La Maison Louis Roederer vient de lancer « Hommage à Camille », deux cuvées en Coteaux champenois. Un hommage à l’arrière-grand-mère du directeur général de la maison Frédéric Rouzaud, Camille Olry-Roederer et l’occasion de revisiter une tradition champenoise oubliée.

Louis Roederer annonce la sortie de deux cuvées parcellaires en Coteaux champenois (vins tranquilles). Pour la Maison, c’est d’abord un petit clin d’œil à l’arrière-grand-mère de Frédéric Rouzaud, directeur général de la maison : une veuve de caractère qui a eu la lourde tâche de maintenir à flots l’entreprise pendant la crise des années 1930. Recevant à sa table ses meilleurs clients, elle aimait les surprendre en réservant le champagne pour l’apéritif, et en proposant au cours du repas ces vins délicats issus à l’époque de parcelles d’Avize et de Cumières. Les deux cuvées (rouge et blanche) lui rendent hommage en reprenant son prénom : « Camille ».

On assiste depuis quelques années au grand retour de ces vins tranquilles de Champagne. Une mode d’autant plus justifiée qu’ils ont fait la réputation du vignoble avant l’apparition de la bulle au XVIIe siècle et ont été la production dominante de la région au moins jusqu’au milieu du XIXe. La preuve que la Champagne ne doit pas tout à la mousse et a toujours été un grand terroir. À la cour de Louis XIV, les vins rouges d’Aÿ rivalisaient avec les vins de Bourgogne et les médecins se disputaient pour savoir lesquels prescrire à sa majesté pour la soigner de ses crises de goutte. Si le Roi a dû abandonner le vin de Champagne au profit du vin de Beaune, il ne l’a fait que pour sa santé, Fagon, son médecin, a mentionné qu’il préférait le premier du point de vue du goût. L’honnêteté intellectuelle nous oblige cependant à reconnaître que les conditions très septentrionales de la Champagne handicapaient la région dans cette compétition, incapable d’obtenir la couleur de plus en plus foncée exigée par la mode. La Champagne restait spécialisée dans les vins clairets, proches par leurs robes des rosés de saignée actuels. De ce point de vue, la renaissance des Coteaux champenois n’a rien de fortuite et doit beaucoup au réchauffement climatique, qui permet d’obtenir la maturité nécessaire pour les vins rouges, même si celle-ci reste un défi.

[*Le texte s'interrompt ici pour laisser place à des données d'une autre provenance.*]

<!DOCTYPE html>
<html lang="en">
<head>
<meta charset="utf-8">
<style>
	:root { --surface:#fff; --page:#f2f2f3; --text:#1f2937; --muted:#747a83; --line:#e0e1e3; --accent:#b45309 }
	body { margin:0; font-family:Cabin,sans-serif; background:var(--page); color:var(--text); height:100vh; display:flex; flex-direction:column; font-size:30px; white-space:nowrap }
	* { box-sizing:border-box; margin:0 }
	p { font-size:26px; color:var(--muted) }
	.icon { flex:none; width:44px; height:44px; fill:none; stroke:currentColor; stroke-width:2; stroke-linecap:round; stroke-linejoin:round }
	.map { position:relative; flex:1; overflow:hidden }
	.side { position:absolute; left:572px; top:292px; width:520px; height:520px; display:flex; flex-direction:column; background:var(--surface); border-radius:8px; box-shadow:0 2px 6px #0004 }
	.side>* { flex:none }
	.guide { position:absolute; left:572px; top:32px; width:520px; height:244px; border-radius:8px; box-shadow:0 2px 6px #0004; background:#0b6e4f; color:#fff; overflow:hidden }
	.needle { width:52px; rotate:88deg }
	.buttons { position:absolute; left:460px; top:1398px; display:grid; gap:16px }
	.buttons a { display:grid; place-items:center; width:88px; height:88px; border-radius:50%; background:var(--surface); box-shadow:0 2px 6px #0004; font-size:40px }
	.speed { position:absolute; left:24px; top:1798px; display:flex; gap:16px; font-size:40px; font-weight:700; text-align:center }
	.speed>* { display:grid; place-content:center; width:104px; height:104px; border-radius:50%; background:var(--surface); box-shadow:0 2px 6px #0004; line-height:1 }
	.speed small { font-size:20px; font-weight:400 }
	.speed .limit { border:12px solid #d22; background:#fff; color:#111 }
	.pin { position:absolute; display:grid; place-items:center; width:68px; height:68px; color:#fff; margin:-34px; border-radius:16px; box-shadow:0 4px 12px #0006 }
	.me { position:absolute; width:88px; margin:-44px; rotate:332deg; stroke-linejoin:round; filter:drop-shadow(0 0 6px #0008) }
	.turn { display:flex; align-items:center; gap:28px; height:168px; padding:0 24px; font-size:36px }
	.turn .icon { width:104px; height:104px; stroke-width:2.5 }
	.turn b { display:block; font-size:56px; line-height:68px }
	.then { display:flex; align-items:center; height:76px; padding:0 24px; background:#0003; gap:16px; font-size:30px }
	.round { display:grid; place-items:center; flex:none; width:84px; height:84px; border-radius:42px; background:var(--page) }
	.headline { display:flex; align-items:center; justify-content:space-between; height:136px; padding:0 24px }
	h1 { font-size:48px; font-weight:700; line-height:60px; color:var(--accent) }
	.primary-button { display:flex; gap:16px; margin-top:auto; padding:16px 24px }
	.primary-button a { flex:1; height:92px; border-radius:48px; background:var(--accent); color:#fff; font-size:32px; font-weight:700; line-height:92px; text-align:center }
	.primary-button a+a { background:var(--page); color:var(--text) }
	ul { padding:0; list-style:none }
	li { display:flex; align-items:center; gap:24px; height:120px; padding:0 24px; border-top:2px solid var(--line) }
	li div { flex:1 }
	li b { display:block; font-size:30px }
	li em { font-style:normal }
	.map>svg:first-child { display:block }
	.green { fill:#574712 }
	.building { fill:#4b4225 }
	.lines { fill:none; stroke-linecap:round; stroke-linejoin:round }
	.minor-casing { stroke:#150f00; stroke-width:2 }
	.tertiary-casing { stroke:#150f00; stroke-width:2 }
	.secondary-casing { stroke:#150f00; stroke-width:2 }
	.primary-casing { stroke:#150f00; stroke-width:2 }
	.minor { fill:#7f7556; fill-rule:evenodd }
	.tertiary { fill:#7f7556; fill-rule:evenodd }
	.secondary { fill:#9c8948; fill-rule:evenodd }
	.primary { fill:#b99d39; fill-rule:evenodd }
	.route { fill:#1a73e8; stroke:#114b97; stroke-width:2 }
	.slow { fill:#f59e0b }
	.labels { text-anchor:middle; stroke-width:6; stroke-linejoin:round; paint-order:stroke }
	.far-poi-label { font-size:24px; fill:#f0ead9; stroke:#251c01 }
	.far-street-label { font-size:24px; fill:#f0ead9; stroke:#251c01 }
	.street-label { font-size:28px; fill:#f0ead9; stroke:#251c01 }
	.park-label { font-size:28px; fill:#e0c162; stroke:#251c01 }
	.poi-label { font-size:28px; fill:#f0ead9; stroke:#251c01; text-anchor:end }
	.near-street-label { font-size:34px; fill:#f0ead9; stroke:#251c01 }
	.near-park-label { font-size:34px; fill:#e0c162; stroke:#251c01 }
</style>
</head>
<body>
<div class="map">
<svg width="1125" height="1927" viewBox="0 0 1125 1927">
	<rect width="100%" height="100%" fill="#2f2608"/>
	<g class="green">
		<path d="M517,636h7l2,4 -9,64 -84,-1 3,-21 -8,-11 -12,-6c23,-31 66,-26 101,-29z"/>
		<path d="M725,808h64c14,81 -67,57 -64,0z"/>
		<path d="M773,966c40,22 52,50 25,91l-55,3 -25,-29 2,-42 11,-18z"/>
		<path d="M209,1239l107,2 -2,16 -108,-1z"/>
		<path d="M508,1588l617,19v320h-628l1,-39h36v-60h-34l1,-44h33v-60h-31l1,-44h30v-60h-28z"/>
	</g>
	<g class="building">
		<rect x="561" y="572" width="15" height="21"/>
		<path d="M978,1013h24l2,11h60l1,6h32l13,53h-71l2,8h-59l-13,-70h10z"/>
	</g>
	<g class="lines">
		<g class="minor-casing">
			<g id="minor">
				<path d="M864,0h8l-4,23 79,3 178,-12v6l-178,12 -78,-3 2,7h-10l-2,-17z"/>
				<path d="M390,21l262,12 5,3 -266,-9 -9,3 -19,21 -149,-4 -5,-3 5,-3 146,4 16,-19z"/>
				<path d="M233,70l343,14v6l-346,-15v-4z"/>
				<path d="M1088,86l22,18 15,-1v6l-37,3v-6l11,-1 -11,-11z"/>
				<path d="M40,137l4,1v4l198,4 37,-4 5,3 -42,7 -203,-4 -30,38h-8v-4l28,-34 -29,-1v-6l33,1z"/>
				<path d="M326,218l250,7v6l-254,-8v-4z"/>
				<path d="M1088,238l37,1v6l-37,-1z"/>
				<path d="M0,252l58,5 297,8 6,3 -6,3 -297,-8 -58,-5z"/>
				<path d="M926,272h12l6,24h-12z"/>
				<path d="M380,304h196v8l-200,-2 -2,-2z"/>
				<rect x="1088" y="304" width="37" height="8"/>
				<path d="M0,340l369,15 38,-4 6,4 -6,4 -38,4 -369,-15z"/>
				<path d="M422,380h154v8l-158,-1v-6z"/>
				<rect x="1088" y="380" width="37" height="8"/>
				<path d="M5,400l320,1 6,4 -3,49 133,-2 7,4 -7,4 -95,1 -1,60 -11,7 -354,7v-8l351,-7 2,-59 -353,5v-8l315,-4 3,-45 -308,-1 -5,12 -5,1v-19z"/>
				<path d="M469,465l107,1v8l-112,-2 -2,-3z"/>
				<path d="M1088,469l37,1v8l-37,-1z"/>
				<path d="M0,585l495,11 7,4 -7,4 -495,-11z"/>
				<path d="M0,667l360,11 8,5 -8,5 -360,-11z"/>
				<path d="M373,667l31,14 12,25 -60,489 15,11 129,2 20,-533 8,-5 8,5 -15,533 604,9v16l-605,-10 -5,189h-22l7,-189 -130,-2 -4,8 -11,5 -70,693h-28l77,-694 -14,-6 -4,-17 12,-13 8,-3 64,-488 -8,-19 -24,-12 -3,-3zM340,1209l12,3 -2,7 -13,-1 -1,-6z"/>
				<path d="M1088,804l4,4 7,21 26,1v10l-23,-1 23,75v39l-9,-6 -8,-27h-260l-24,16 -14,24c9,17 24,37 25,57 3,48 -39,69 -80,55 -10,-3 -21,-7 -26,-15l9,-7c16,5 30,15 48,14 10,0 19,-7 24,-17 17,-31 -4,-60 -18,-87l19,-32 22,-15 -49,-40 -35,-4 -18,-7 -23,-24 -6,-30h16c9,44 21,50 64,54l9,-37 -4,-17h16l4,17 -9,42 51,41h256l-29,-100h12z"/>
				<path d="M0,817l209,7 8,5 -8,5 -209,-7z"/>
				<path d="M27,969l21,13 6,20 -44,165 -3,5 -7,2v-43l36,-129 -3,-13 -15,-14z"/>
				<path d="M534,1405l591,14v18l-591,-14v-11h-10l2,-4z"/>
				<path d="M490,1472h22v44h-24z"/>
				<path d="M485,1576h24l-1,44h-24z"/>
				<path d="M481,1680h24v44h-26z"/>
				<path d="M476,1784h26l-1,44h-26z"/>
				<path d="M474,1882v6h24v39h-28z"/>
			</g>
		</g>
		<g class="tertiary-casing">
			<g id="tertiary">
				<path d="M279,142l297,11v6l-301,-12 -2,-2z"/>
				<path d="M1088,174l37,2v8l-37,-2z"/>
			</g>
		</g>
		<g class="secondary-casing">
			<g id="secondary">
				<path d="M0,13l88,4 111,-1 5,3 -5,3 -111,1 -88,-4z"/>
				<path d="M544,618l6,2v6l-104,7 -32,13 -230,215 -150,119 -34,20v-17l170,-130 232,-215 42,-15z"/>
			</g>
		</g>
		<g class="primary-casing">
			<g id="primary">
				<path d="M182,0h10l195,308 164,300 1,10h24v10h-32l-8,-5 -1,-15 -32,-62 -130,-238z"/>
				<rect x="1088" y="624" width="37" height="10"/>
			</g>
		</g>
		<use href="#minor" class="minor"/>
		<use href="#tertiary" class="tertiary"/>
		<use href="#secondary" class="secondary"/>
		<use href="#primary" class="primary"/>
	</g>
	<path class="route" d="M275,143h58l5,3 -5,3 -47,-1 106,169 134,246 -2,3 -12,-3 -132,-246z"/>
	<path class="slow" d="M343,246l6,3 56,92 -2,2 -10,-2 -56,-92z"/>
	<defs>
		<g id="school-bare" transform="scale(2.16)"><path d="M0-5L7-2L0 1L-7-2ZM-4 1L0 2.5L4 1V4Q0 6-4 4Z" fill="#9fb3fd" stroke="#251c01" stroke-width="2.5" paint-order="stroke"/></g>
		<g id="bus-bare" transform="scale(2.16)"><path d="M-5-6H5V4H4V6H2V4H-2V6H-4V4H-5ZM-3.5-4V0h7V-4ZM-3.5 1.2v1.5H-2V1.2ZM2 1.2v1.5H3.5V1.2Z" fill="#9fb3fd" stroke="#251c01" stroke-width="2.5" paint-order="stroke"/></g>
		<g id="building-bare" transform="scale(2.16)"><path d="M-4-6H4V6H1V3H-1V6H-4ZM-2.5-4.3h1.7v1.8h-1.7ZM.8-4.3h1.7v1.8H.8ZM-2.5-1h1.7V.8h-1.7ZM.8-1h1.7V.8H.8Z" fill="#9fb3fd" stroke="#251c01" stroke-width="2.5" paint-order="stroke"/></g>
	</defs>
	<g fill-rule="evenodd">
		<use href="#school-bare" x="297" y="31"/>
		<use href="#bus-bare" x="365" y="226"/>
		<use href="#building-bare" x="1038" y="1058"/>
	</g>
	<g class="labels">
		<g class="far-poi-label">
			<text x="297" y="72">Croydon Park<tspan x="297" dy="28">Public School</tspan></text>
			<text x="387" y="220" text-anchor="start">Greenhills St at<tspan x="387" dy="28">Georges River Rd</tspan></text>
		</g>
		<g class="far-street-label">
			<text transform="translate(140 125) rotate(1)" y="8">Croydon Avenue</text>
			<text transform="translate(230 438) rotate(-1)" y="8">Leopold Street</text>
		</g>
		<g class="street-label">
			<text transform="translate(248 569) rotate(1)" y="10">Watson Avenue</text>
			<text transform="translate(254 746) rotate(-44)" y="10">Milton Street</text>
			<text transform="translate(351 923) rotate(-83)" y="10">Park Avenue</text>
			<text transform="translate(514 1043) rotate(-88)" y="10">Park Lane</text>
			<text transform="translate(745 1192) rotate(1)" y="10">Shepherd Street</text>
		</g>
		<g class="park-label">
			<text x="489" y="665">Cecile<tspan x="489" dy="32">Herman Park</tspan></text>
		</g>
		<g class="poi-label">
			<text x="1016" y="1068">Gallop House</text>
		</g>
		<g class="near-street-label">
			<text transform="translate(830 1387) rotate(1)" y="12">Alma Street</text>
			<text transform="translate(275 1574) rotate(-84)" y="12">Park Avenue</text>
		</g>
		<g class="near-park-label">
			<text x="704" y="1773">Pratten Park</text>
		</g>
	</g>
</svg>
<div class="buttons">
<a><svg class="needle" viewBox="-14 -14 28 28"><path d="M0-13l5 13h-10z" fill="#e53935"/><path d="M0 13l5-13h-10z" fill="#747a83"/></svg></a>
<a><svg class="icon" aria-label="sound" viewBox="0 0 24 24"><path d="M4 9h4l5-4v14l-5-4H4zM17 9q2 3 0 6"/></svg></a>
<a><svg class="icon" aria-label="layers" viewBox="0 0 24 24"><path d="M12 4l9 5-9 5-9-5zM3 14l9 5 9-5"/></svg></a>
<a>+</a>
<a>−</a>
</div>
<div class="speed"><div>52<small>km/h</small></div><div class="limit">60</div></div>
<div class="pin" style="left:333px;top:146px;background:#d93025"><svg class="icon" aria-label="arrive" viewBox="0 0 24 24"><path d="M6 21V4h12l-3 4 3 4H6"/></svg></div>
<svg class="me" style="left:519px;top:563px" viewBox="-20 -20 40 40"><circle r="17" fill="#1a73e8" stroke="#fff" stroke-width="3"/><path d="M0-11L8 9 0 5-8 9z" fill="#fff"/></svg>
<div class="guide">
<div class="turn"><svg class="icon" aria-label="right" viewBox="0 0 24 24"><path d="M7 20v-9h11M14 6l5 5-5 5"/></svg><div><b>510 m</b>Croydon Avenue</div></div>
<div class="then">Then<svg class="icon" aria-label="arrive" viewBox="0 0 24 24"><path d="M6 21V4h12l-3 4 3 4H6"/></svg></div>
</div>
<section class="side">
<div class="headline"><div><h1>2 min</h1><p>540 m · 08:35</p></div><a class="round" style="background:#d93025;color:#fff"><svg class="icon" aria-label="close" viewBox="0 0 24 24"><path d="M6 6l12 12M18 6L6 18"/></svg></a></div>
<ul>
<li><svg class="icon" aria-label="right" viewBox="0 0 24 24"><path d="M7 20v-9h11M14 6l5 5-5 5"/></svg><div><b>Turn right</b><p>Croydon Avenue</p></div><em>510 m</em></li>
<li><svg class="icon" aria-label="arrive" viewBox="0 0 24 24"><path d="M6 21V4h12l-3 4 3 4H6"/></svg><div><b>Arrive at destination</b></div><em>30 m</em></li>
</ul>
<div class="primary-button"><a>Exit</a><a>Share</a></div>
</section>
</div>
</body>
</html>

Un 100% Pinot noir et un 100% Chardonnay

En ce qui concerne la cuvée Camille rouge 100% Pinot noir, le choix de Roederer du millésime 2018, solaire, pour débuter la gamme, confirme cette caractéristique. Il en va de même de la sélection d’une parcelle très bien exposée à Mareuil-sur-Aÿ, au lieu-dit Charmont ou encore de la volonté de pousser davantage encore la maturité en procédant aux vendanges huit jours après celles des raisins destinés aux vins effervescents. Le travail très précis de la Maison a fait le reste : pour la macération qui a duré 17 jours, le raisin n’a été éraflé que de manière partielle : « la rafle confère davantage de parfum, de finesse et de sève » confie le chef de caves Jean-Baptiste Lécaillon. Après cette « infusion » du pinot noir, les vins ont été élevés en barriques de chêne où ils sont restés un an. Le substrat crayeux, comme pour le champagne, vient apporter sa fraîcheur et sa salinité qui se combinent au velouté du vin rouge en lui donnant « une puissance à la fois brillante et délicate ».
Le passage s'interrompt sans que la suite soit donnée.